Are you confused about how credit scores are calculated? If so, you're not the only one. In my past experience working as a credit counselor and financial educator, I discovered that this topic perplexed most consumers, and for good reason.

Credit scores are not calculated using simple mathematical formulas. Instead, they're calculated using algorithms that weigh many data points, including your length of credit history, the amount of debt you owe, and more.

So, it makes sense that credit scores are difficult to understand. That said, there are basic principles anyone can learn to help them understand their scores better.

A credit score is your credit history represented as a number. It's a three-digit figure you can look at to tell you whether your credit history, as recorded in your credit reports, is mostly positive or negative. The more positive history you have in your reports, the higher your scores will be.

One helpful way to understand credit scores is to imagine you're a student who just turned in a writing assignment.

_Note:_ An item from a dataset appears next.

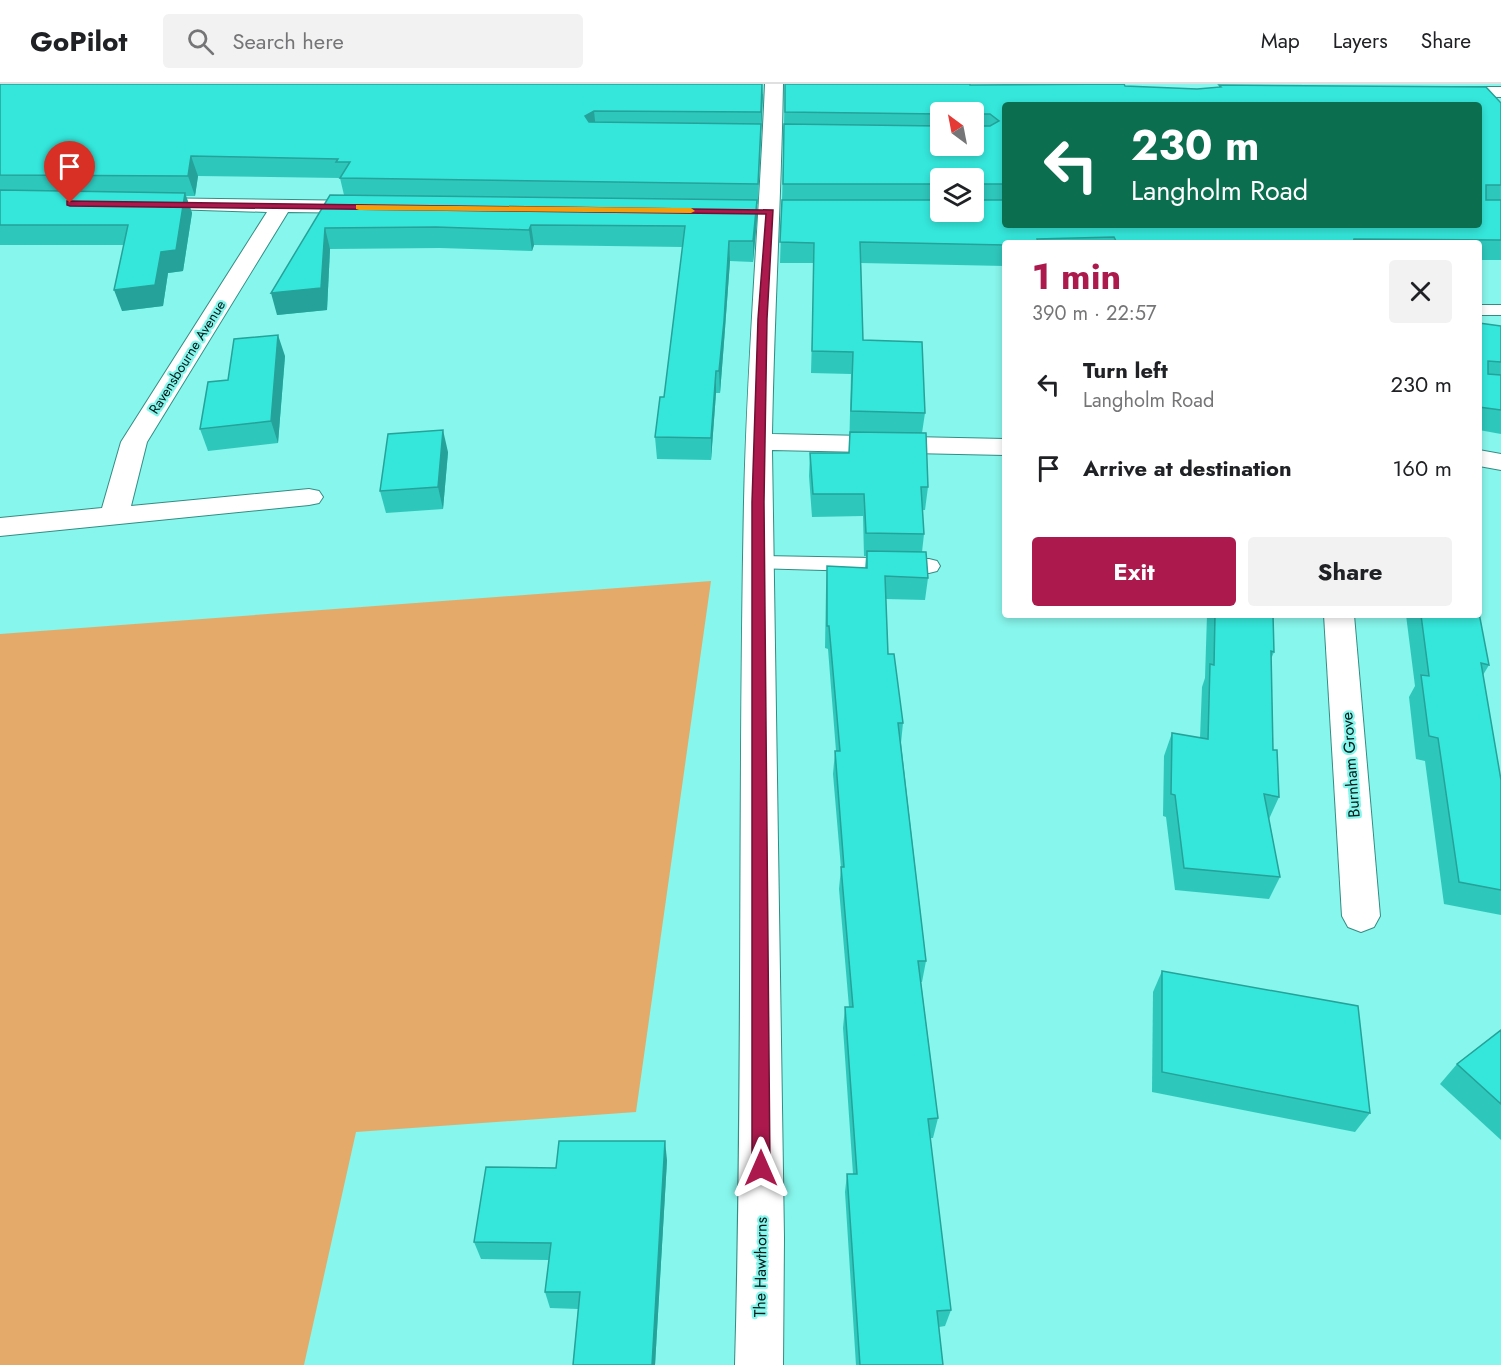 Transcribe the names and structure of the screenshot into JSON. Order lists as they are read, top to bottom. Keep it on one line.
{"streets":{"street":["Ravensbourne Avenue","Burnham Grove","The Hawthorns"]},"north":"top left","page":{"header":"GoPilot","search":"Search here","nav":["Map","Layers","Share"],"turn":["230 m","Langholm Road"],"heading":["1 min","390 m · 22:57"],"list":[{"name":"Turn left","note":"Langholm Road","value":"230 m"},{"name":"Arrive at destination","value":"160 m"}],"buttons":["Exit","Share"]}}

Think of your essay as a credit report, since it's a document that shows the work you've done. And the grade you receive is your credit score. If I want to quickly determine how good your writing is, I can simply look at your grade or even compare it to other students' grades.

Similar to grades, credit scores give you a quick way to evaluate what's in your credit reports and see how you're doing compared to other consumers — and they allow lenders and credit card issuers to do the same.

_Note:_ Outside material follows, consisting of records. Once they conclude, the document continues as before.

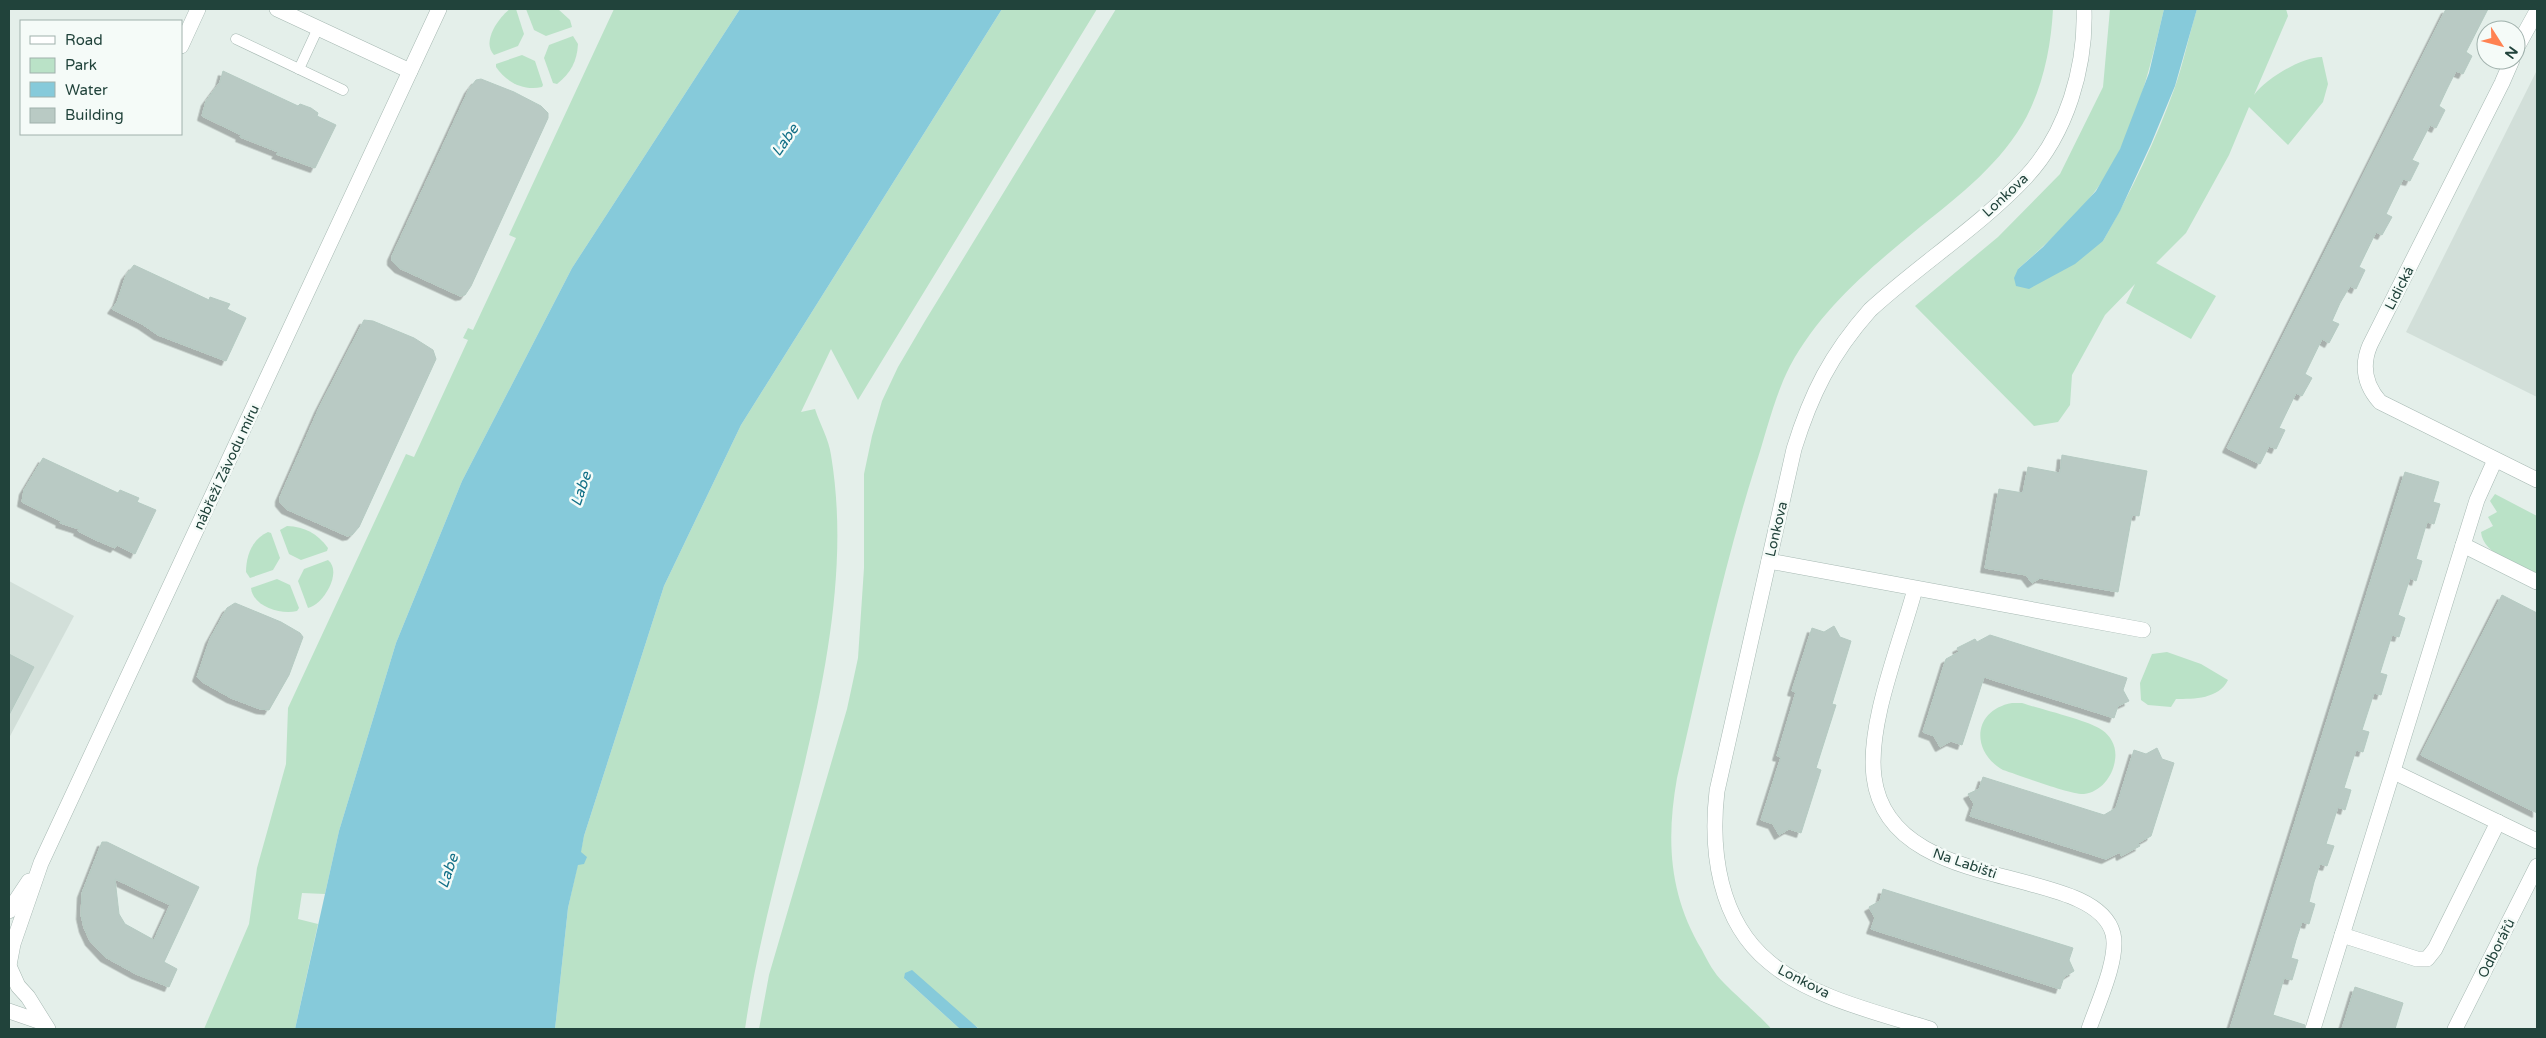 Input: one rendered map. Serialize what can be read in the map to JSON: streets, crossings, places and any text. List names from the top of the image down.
{
  "streets": {
    "street": [
      "Lonkova",
      "Lidická",
      "nábřeží Závodu míru",
      "Na Labišti",
      "Odborářů"
    ]
  },
  "water": ["Labe"],
  "legend": [
    "Road",
    "Park",
    "Water",
    "Building"
  ],
  "north": "bottom right"
}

Read more: Average credit score by age: How do your scores compare?

One of the most common misconceptions I've heard people repeat about credit scores is that each person only has one score.

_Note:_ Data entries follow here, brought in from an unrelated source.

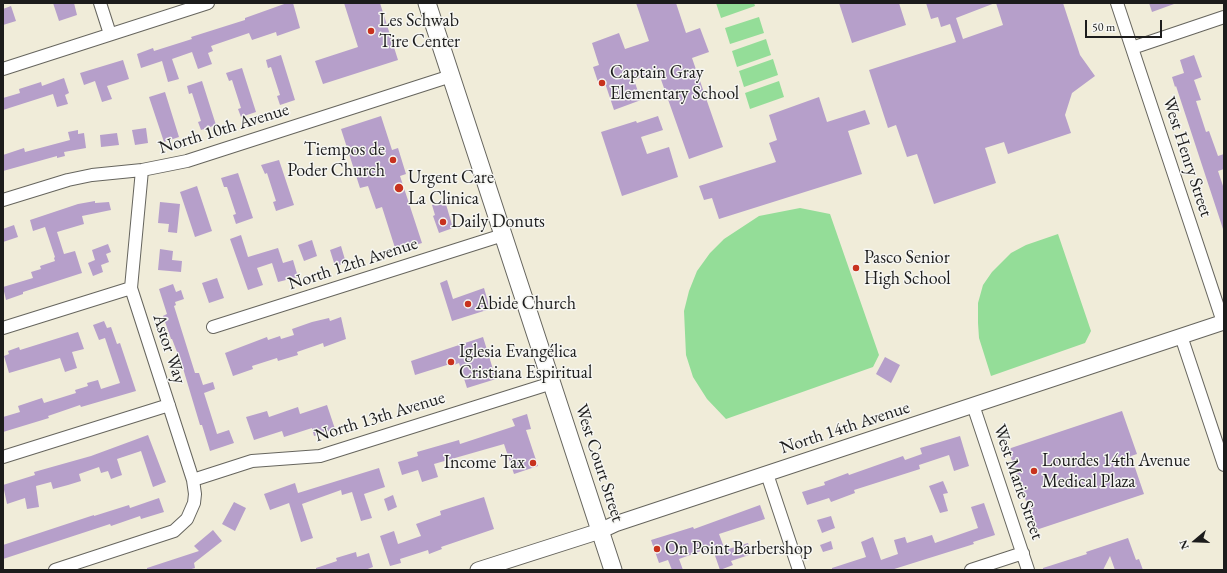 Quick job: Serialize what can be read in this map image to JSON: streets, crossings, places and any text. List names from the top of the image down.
{
  "streets": {
    "main road": ["West Court Street"],
    "street": [
      "North 10th Avenue",
      "West Henry Street",
      "North 12th Avenue",
      "Astor Way",
      "North 13th Avenue",
      "North 14th Avenue",
      "West Marie Street"
    ]
  },
  "crossings": [
    ["North 10th Avenue", "Astor Way"],
    ["North 10th Avenue", "West Court Street"],
    ["West Henry Street", "North 14th Avenue"],
    ["North 12th Avenue", "West Court Street"],
    ["Astor Way", "North 13th Avenue"],
    ["North 13th Avenue", "West Court Street"],
    ["North 14th Avenue", "West Court Street"],
    ["North 14th Avenue", "West Marie Street"]
  ],
  "places": [
    "Les Schwab Tire Center",
    "Captain Gray Elementary School",
    "Tiempos de Poder Church",
    "Urgent Care La Clinica",
    "Daily Donuts",
    "Pasco Senior High School",
    "Abide Church",
    "Iglesia Evangélica Cristiana Espiritual",
    "Income Tax",
    "Lourdes 14th Avenue Medical Plaza",
    "On Point Barbershop"
  ],
  "scale_bar": "50 m",
  "north": "left"
} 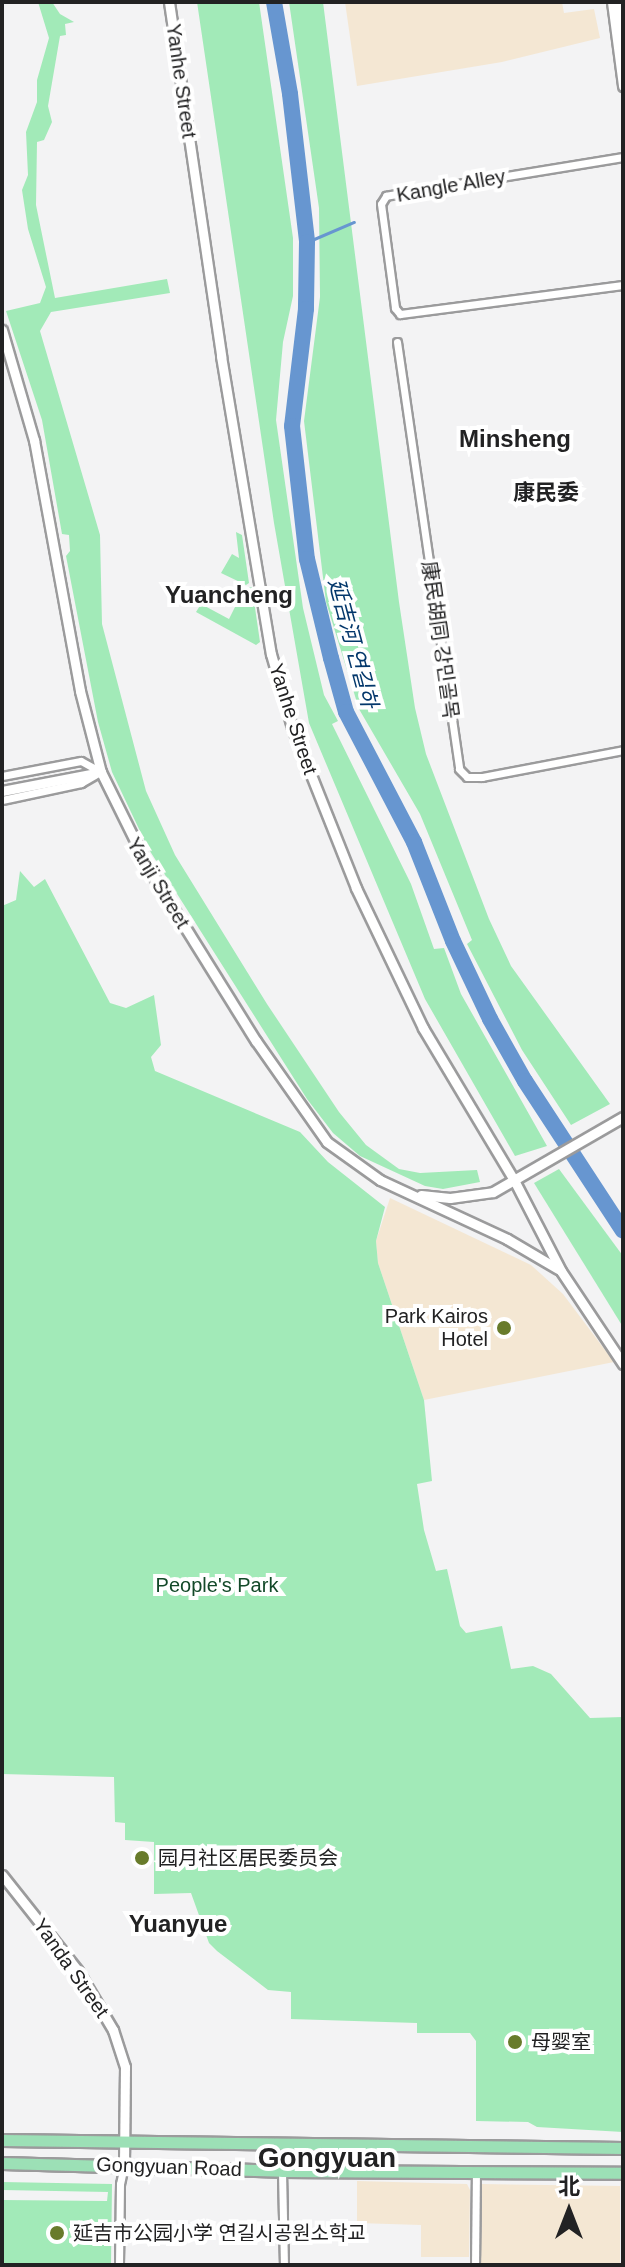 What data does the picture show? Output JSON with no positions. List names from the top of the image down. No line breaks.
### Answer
{"streets":{"main road":["Gongyuan Road"],"street":["Yanhe Street","Kangle Alley","康民胡同 강민골목","Yanji Street","Yanda Street"]},"crossings":[["Yanhe Street","Yanji Street"],["Yanda Street","Gongyuan Road"]],"districts":["Minsheng","康民委","Yuancheng","Yuanyue","Gongyuan"],"water":["延吉河 연길하"],"parks":["People's Park"],"places":["Park Kairos Hotel","园月社区居民委员会","母婴室","延吉市公园小学 연길시공원소학교"],"north":"top"}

The truth is that each person has multiple credit scores. On top of that, there can be a lot of variation from one of your scores to the next, and your scores can even change from day to day.

Why do you have so many different scores? Several elements go into creating a score, including:

  • The scoring company: Multiple companies calculate credit scores. FICO is the most common scoring model used by most lenders, but VantageScore is another popular option.

  • The algorithm: FICO alone offers dozens of different scores that can be used in specific scenarios. For example, there are FICO scores made specifically for approving auto loan applications.

  • The credit report: Each credit score is based on the information in just one of your credit reports, but you have three different reports to choose from (Equifax, Experian, or TransUnion), and there might be different information in each one.

  • The scoring range: Traditional credit scores use a range from 300 to 850, but some variations score you anywhere from 250 to 990.

This leaves a lot of room for variation in your credit scores. For this reason, lenders typically want to look at several of your credit scores before approving you for a major lending decision like a new car loan or mortgage.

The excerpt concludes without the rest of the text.